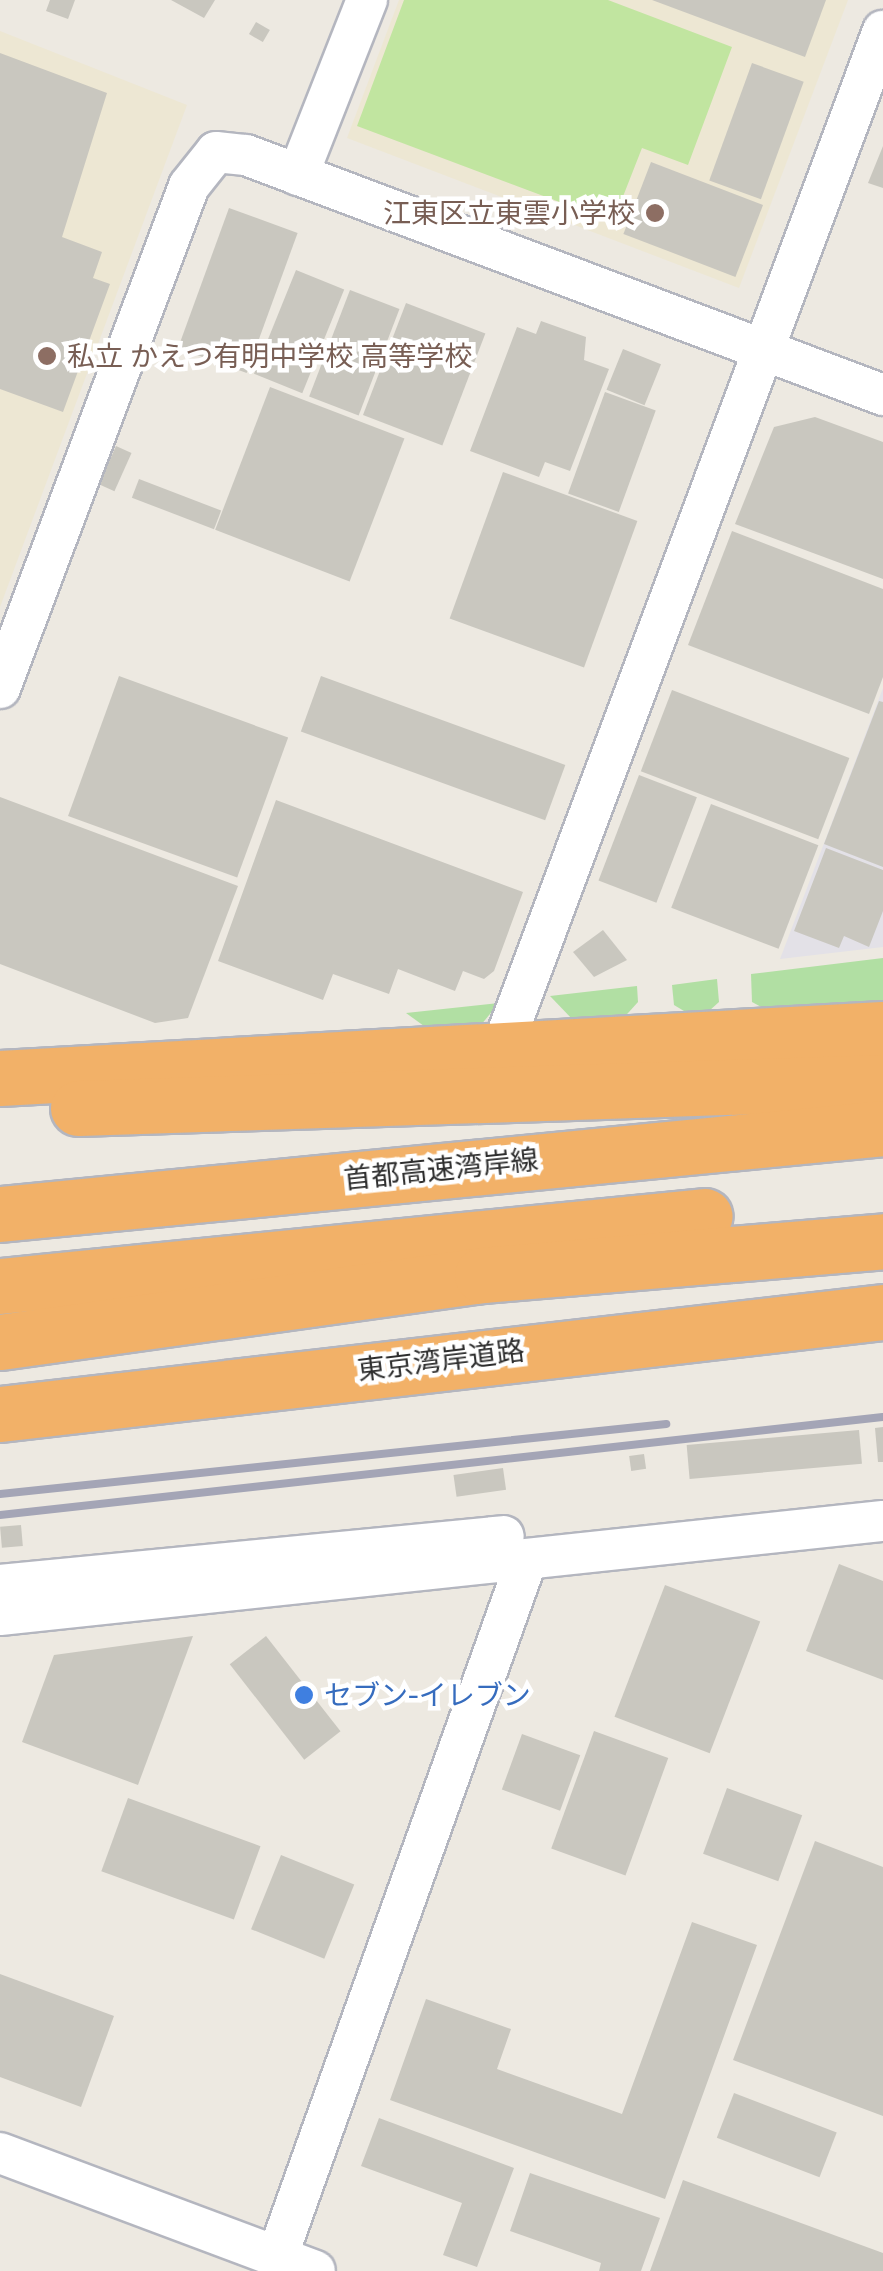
<!DOCTYPE html>
<meta charset="utf-8">
<style>
body{margin:0}
#map{position:relative;width:883px;height:2271px;overflow:hidden;background:#ede9e1;font-family:"Golos Text","Noto Sans JP",sans-serif}
div>[style]{position:absolute}
[style*='--x']{left:calc(var(--x)*1px);top:calc(var(--y)*1px);width:calc(var(--w)*1px);rotate:calc(var(--a)*1deg)}
.industrial>*{inset:0;background:#e3e1e7}
.education>*{inset:0;background:#ede7d3}
.green>*{inset:0;background:#b1dfa3}
.pitch>*{inset:0;background:#c1e5a0}
.building>*{inset:0;background:#c9c7bf;transform-origin:0 0}
.roads{filter:drop-shadow(2px 0 #b4b6bf) drop-shadow(-2px 0 #b4b6bf) drop-shadow(0 2px #b4b6bf) drop-shadow(0 -2px #b4b6bf)}
.minor>*{height:40px;margin:-20px;padding:0 20px;transform-origin:20px;border-radius:20px;background:#fff}
.highway>*{height:55px;margin:-27.5px;padding:0 27.5px;transform-origin:27.5px;border-radius:27.5px;background:#f2b168}
.rail>*{height:8px;margin:-4px;padding:0 4px;transform-origin:4px;border-radius:4px;background:#a4a5b6}
.dots>*{width:28px;height:28px;translate:-50% -50%;box-sizing:border-box;border:5px solid #fff;border-radius:50%}
span{translate:-50% -50%;white-space:nowrap;text-align:center;line-height:1.15;-webkit-text-stroke:9px #fff;paint-order:stroke}
.education-label{font-size:28px;color:#785e54}
.right{translate:-100% -50%;text-align:right}
.left{translate:0 -50%;text-align:left}
.street-label{font-size:28px;color:#2d2d2d}
.shop-label{font-size:28px;color:#366cbe}
</style>
<div id="map">
<div class="industrial">
<i style="clip-path:polygon(883px 688px,883px 947px,780px 959px)"></i>
</div>
<div class="education">
<i style="clip-path:polygon(399px 0,848px 0,739px 288px,347px 138px)"></i>
<i style="clip-path:polygon(0 31px,187px 105px,0 607px)"></i>
</div>
<div class="green">
<i style="clip-path:polygon(883px 958px,883px 1013px,778px 1016px,752px 1002px,751px 974px)"></i>
<i style="clip-path:polygon(717px 979px,719px 1002px,699px 1020px,674px 1005px,672px 985px)"></i>
<i style="clip-path:polygon(637px 986px,638px 1002px,619px 1023px,574px 1021px,550px 996px)"></i>
<i style="clip-path:polygon(499px 1003px,476px 1031px,435px 1034px,406px 1013px)"></i>
</div>
<div class="pitch">
<i style="clip-path:polygon(404px 0,608px 0,732px 47px,688px 165px,642px 148px,613px 222px,357px 126px)"></i>
</div>
<div class="building">
<i style="clip-path:polygon(50px 0,75px 0,68px 19px,46px 11px)"></i>
<i style="clip-path:polygon(171px 0,215px 0,204px 18px)"></i>
<i style="clip-path:polygon(652px 0,826px 0,805px 57px)"></i>
<i style="left:256px;top:22px;width:16px;height:14px;rotate:30deg"></i>
<i style="clip-path:polygon(0 53px,107px 93px,62px 237px,102px 252px,93px 278px,110px 284px,63px 412px,0 389px)"></i>
<i style="left:752px;top:63px;width:55px;height:125px;rotate:20deg"></i>
<i style="clip-path:polygon(883px 146px,883px 188px,868px 183px)"></i>
<i style="left:651px;top:162px;width:120px;height:77px;rotate:21deg"></i>
<i style="left:229px;top:208px;width:73px;height:149px;rotate:20deg"></i>
<i style="left:296px;top:270px;width:52px;height:112px;rotate:22deg"></i>
<i style="left:350px;top:290px;width:53px;height:114px;rotate:21deg"></i>
<i style="left:406px;top:303px;width:85px;height:120px;rotate:21deg"></i>
<i style="clip-path:polygon(541px 321px,586px 337px,584px 360px,609px 369px,570px 471px,545px 462px,539px 477px,470px 451px,517px 327px,536px 334px)"></i>
<i style="left:623px;top:349px;width:41px;height:44px;rotate:22deg"></i>
<i style="left:270px;top:387px;width:144px;height:153px;rotate:21deg"></i>
<i style="left:605px;top:392px;width:54px;height:108px;rotate:20deg"></i>
<i style="clip-path:polygon(815px 417px,883px 442px,883px 579px,735px 524px,774px 427px)"></i>
<i style="left:116px;top:446px;width:17px;height:42px;rotate:24deg"></i>
<i style="left:503px;top:472px;width:143px;height:156px;rotate:20deg"></i>
<i style="left:139px;top:479px;width:88px;height:20px;rotate:21deg"></i>
<i style="clip-path:polygon(732px 531px,883px 589px,883px 677px,869px 714px,688px 645px)"></i>
<i style="left:119px;top:676px;width:180px;height:149px;rotate:20deg"></i>
<i style="left:321px;top:676px;width:260px;height:59px;rotate:20deg"></i>
<i style="left:672px;top:690px;width:190px;height:87px;rotate:21deg"></i>
<i style="clip-path:polygon(879px 701px,883px 702px,883px 867px,824px 844px)"></i>
<i style="left:639px;top:775px;width:62px;height:113px;rotate:21deg"></i>
<i style="clip-path:polygon(0 797px,238px 886px,188px 1018px,155px 1023px,0 964px)"></i>
<i style="clip-path:polygon(276px 800px,523px 892px,494px 971px,484px 979px,463px 971px,455px 991px,398px 969px,389px 994px,333px 974px,323px 1000px,218px 961px)"></i>
<i style="left:711px;top:804px;width:115px;height:111px;rotate:21deg"></i>
<i style="clip-path:polygon(826px 848px,883px 870px,883px 911px,869px 947px,844px 936px,839px 948px,794px 931px)"></i>
<i style="clip-path:polygon(603px 930px,627px 960px,594px 977px,573px 952px)"></i>
<i style="clip-path:polygon(883px 1427px,883px 1462px,878px 1462px,875px 1428px)"></i>
<i style="left:859px;top:1430px;width:34px;height:173px;rotate:85deg"></i>
<i style="left:644px;top:1454px;width:15px;height:15px;rotate:82deg"></i>
<i style="left:503px;top:1468px;width:22px;height:50px;rotate:82deg"></i>
<i style="left:21px;top:1525px;width:21px;height:21px;rotate:85deg"></i>
<i style="clip-path:polygon(839px 1564px,883px 1581px,883px 1680px,806px 1651px)"></i>
<i style="left:665px;top:1585px;width:102px;height:141px;rotate:21deg"></i>
<i style="clip-path:polygon(193px 1636px,138px 1785px,22px 1742px,54px 1655px)"></i>
<i style="left:266px;top:1636px;width:121px;height:46px;rotate:52deg"></i>
<i style="left:594px;top:1731px;width:79px;height:125px;rotate:20deg"></i>
<i style="left:522px;top:1734px;width:62px;height:59px;rotate:20deg"></i>
<i style="left:727px;top:1788px;width:80px;height:70px;rotate:20deg"></i>
<i style="left:128px;top:1798px;width:141px;height:78px;rotate:20deg"></i>
<i style="clip-path:polygon(815px 1841px,883px 1867px,883px 2116px,733px 2060px)"></i>
<i style="left:281px;top:1855px;width:79px;height:80px;rotate:22deg"></i>
<i style="clip-path:polygon(692px 1922px,757px 1945px,665px 2199px,390px 2100px,426px 1999px,511px 2029px,497px 2069px,622px 2114px)"></i>
<i style="clip-path:polygon(0 1974px,114px 2016px,81px 2107px,0 2077px)"></i>
<i style="left:734px;top:2093px;width:110px;height:48px;rotate:21deg"></i>
<i style="clip-path:polygon(379px 2118px,514px 2168px,477px 2267px,443px 2255px,462px 2203px,361px 2166px)"></i>
<i style="clip-path:polygon(530px 2173px,660px 2218px,641px 2271px,599px 2271px,601px 2263px,510px 2231px)"></i>
<i style="clip-path:polygon(683px 2180px,883px 2253px,883px 2271px,650px 2271px)"></i>
</div>
<div class="roads">
<div class="minor">
<i style="--x:298;--y:175;--w:188;--a:-68.5"></i>
<i style="--x:0;--y:688;--w:536;--a:-69.37"></i>
<i style="--x:189;--y:186;--w:43;--a:-51.5"></i>
<i style="--x:216;--y:152;--w:30;--a:6"></i>
<i style="--x:246;--y:155;--w:681;--a:20.64"></i>
<i style="--x:503;--y:1045;--w:1083;--a:-69.46"></i>
<i style="--x:0;--y:1585;--w:506;--a:-5.55"></i>
<i style="--x:0;--y:1615;--w:888;--a:-6.08"></i>
<i style="--x:0;--y:2153;--w:336;--a:20.5"></i>
<i style="--x:277;--y:2257;--w:738;--a:-70.29"></i>
</div>
<div class="highway">
<i style="--x:0;--y:1078;--w:884;--a:-3.18"></i>
<i style="--x:78;--y:1108;--w:805;--a:-1.85"></i>
<i style="--x:0;--y:1214;--w:887;--a:-5.56"></i>
<i style="--x:0;--y:1286;--w:708;--a:-5.67"></i>
<i style="--x:0;--y:1342;--w:487;--a:-7.9"></i>
<i style="--x:482;--y:1275;--w:402;--a:-4.8"></i>
<i style="--x:0;--y:1414;--w:889;--a:-6.59"></i>
</div>
</div>
<div class="rail">
<i style="--x:0;--y:1494;--w:670;--a:-6"></i>
<i style="--x:0;--y:1515;--w:888;--a:-6.33"></i>
</div>
<div class="dots">
<i style="left:655px;top:213px;background:#8d6e63"></i>
<i style="left:47px;top:356px;background:#8d6e63"></i>
<i style="left:304px;top:1695px;background:#3f7fe0"></i>
</div>
<div class="education-label">
<span class="right" style="left:635px;top:213px">江東区立東雲小学校</span>
<span class="left" style="left:67px;top:356px">私立 かえつ有明中学校 高等学校</span>
</div>
<div class="street-label">
<span style="left:441px;top:1169px;rotate:-6deg">首都高速湾岸線</span>
<span style="left:441px;top:1360px;rotate:-7deg">東京湾岸道路</span>
</div>
<div class="shop-label">
<span class="left" style="left:324px;top:1695px">セブン-イレブン</span>
</div>
</div>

* _Requirement_:
Look through the entries above, find each line containing "minor", and copy it.

* _Answer section_:
.minor>*{height:40px;margin:-20px;padding:0 20px;transform-origin:20px;border-radius:20px;background:#fff}
<div class="minor">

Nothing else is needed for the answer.